## DATASET RECORDS
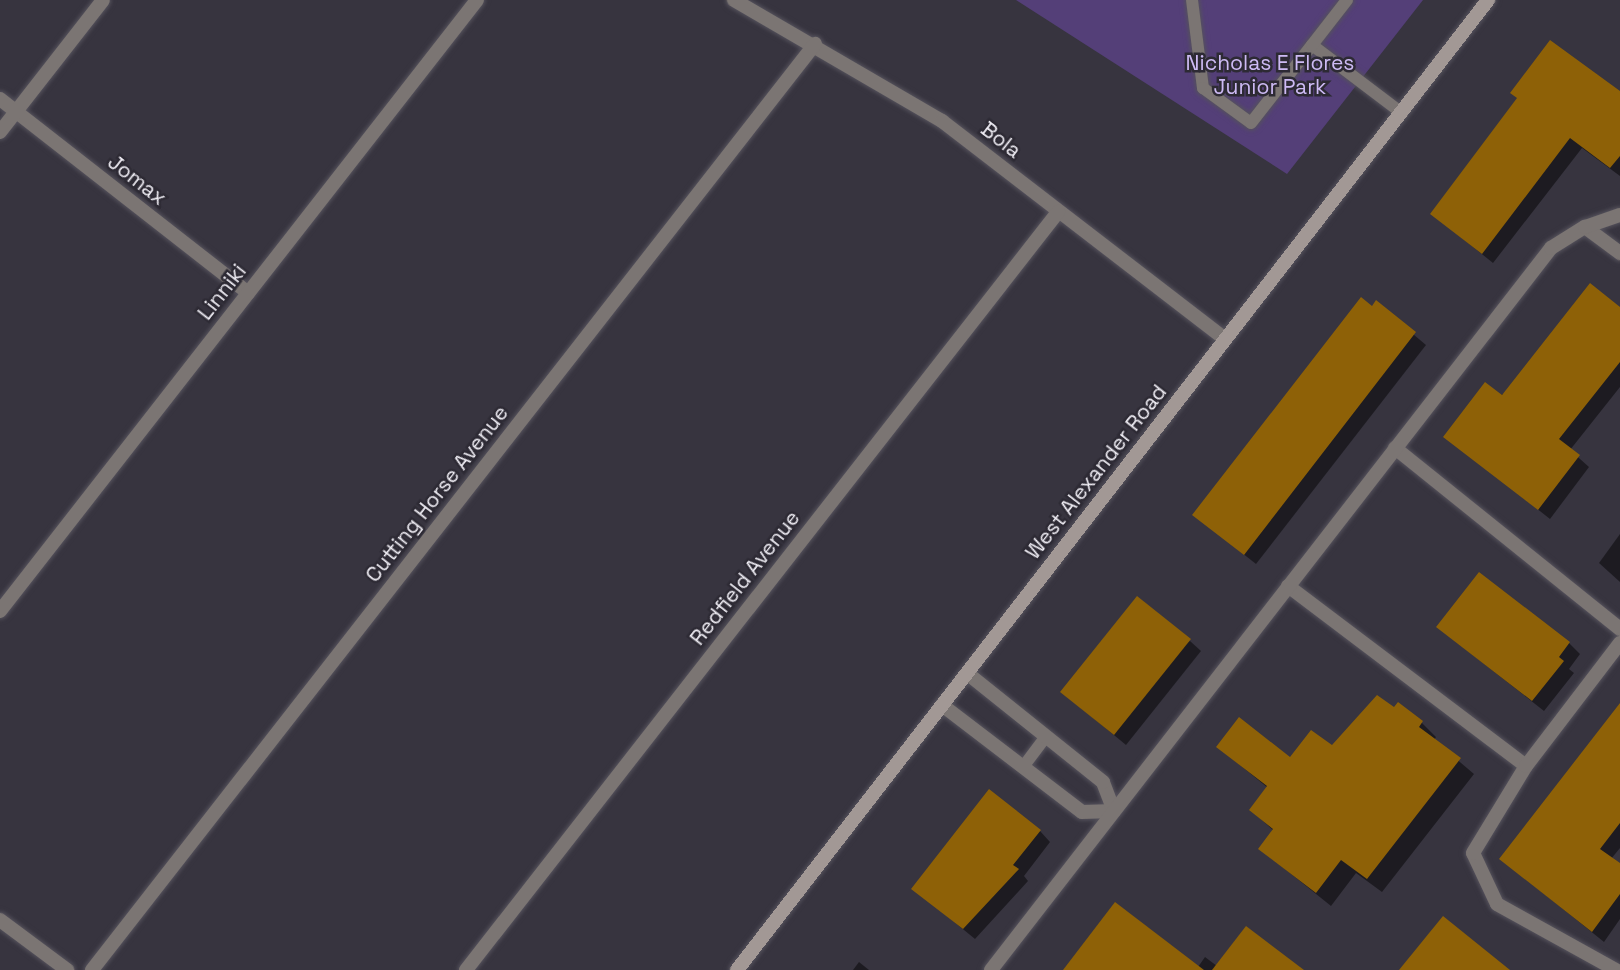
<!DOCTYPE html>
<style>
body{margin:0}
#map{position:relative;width:1620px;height:970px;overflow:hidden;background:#37343f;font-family:"Space Grotesk",sans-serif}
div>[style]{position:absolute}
.green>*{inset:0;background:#543f78}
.shadow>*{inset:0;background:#0007}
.building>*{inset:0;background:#8e6107}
.roads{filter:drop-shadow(0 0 2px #55525c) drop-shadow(0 0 2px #55525c)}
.service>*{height:12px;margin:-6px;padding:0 6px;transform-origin:6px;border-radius:6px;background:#7b7573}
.minor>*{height:14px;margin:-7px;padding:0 7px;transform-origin:7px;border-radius:7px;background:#7b7573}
.secondary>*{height:14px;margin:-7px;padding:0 7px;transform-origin:7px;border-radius:7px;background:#a29895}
span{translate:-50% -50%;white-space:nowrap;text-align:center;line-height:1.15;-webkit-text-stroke:5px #2d2a34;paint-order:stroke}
.park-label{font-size:21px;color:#cdbaf4}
.street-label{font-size:21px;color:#f0eef5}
</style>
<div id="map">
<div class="green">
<i style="clip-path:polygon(1016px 0,1423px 0,1287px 174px)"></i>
</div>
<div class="shadow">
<i style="clip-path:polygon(1620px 94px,1620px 176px,1582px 148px,1493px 263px,1432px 214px,1519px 99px)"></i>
<i style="clip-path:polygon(1376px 303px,1426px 345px,1256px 564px,1194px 515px)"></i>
<i style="clip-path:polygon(1620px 309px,1620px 387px,1570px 450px,1589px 467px,1550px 519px,1445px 436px)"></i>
<i style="clip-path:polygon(1620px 534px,1620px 582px,1599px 563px)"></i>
<i style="clip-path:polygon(1450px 637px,1569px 643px,1580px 654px,1569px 669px,1574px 673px,1544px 711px)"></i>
<i style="clip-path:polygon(1190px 641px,1201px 651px,1126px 745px,1074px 702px)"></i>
<i style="clip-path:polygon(1620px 705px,1620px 848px,1611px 859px,1620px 866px,1620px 919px,1604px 942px,1501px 859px)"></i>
<i style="clip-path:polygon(1394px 710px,1422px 723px,1436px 737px,1434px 740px,1474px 774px,1382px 892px,1356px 873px,1331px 906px,1260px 849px,1274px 831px,1251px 810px,1268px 788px,1218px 747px,1291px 759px,1332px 748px)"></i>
<i style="clip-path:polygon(1040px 831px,1050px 842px,1024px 876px,1028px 881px,975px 939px,914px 889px)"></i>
<i style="clip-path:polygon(1205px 957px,1217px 966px,1300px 970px,1066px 970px,1198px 967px)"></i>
<i style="clip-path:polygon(859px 962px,869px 970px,853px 970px)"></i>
</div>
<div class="building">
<i style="clip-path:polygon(1550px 40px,1620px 91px,1620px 156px,1610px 168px,1570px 138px,1482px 254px,1430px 214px,1517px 98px,1510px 93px)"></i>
<i style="clip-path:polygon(1590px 283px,1620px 307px,1620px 362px,1559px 439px,1580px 455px,1538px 510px,1443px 437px,1485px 382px,1502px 395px)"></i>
<i style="clip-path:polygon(1361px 297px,1372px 306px,1376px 300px,1416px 332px,1244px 555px,1192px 515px)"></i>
<i style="clip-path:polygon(1479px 572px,1570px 642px,1559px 657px,1564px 661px,1532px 701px,1436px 627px)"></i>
<i style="clip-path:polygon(1137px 596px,1191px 639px,1114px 735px,1060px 692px)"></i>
<i style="clip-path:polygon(1377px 695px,1394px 707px,1398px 702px,1423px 721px,1419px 727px,1461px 758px,1367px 879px,1341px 860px,1316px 893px,1258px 849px,1273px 829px,1249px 810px,1267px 786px,1216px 747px,1239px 717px,1290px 757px,1311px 730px,1332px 745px)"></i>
<i style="clip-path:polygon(1620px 703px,1620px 823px,1600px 849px,1620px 863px,1620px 894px,1592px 932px,1499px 859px)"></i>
<i style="clip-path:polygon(989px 789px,1041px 830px,1013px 865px,1019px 869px,963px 929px,911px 889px)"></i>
<i style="clip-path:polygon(1115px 902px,1204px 970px,1063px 970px)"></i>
<i style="clip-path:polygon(1443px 916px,1510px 970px,1399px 970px)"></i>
<i style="clip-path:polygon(1246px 926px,1304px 970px,1212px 970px)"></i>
</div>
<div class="roads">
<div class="service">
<i style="left:1192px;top:0;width:89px;rotate:82.9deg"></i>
<i style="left:1203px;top:88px;width:59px;rotate:36.1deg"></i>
<i style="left:1251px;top:123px;width:99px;rotate:-52deg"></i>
<i style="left:1312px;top:45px;width:113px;rotate:37.1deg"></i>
<i style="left:1312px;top:45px;width:57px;rotate:-52.1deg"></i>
<i style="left:1023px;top:767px;width:38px;rotate:-53deg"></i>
</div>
<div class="minor">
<i style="left:734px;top:0;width:241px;rotate:30.2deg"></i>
<i style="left:942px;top:121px;width:357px;rotate:37.6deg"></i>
<i style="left:0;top:99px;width:315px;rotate:38deg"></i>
<i style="left:0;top:132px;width:167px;rotate:-52deg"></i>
<i style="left:1585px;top:227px;width:44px;rotate:36.6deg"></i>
<i style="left:1395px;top:448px;width:289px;rotate:38.8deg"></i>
<i style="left:1288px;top:586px;width:298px;rotate:37.1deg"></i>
<i style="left:0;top:611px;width:775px;rotate:-52.02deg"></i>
<i style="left:942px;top:705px;width:176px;rotate:37.4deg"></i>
<i style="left:1082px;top:812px;width:32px;rotate:-2deg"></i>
<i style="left:1114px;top:811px;width:31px;rotate:-111deg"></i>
<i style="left:1103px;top:782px;width:174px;rotate:-141.3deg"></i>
<i style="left:0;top:920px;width:84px;rotate:36.7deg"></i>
<i style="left:92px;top:970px;width:1175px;rotate:-52.02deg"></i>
<i style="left:466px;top:970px;width:962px;rotate:-52.01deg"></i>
<i style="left:991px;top:970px;width:914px;rotate:-52.2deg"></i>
<i style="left:1551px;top:248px;width:40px;rotate:-32deg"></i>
<i style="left:1585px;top:227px;width:37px;rotate:-19deg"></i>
<i style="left:1616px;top:970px;width:136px;rotate:-151deg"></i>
<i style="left:1497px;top:904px;width:56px;rotate:-115.2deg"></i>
<i style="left:1473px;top:853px;width:102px;rotate:-58.7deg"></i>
<i style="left:1526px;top:766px;width:155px;rotate:-52.6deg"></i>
</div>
<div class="secondary">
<i style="left:737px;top:970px;width:1227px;rotate:-52.25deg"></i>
</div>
</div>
<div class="park-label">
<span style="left:1270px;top:75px">Nicholas E Flores<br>Junior Park</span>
</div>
<div class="street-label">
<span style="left:1001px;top:140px;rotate:38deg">Bola</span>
<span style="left:137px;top:180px;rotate:38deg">Jomax</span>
<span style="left:222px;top:292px;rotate:-52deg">Linniki</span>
<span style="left:1096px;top:472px;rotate:-52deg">West Alexander Road</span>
<span style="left:437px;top:494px;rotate:-52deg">Cutting Horse Avenue</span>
<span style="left:745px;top:578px;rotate:-52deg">Redfield Avenue</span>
</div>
</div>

## TASK
Where the word "service" appears in a line of the entries, copy that line.

## WRITTEN SOLUTION
.service>*{height:12px;margin:-6px;padding:0 6px;transform-origin:6px;border-radius:6px;background:#7b7573}
<div class="service">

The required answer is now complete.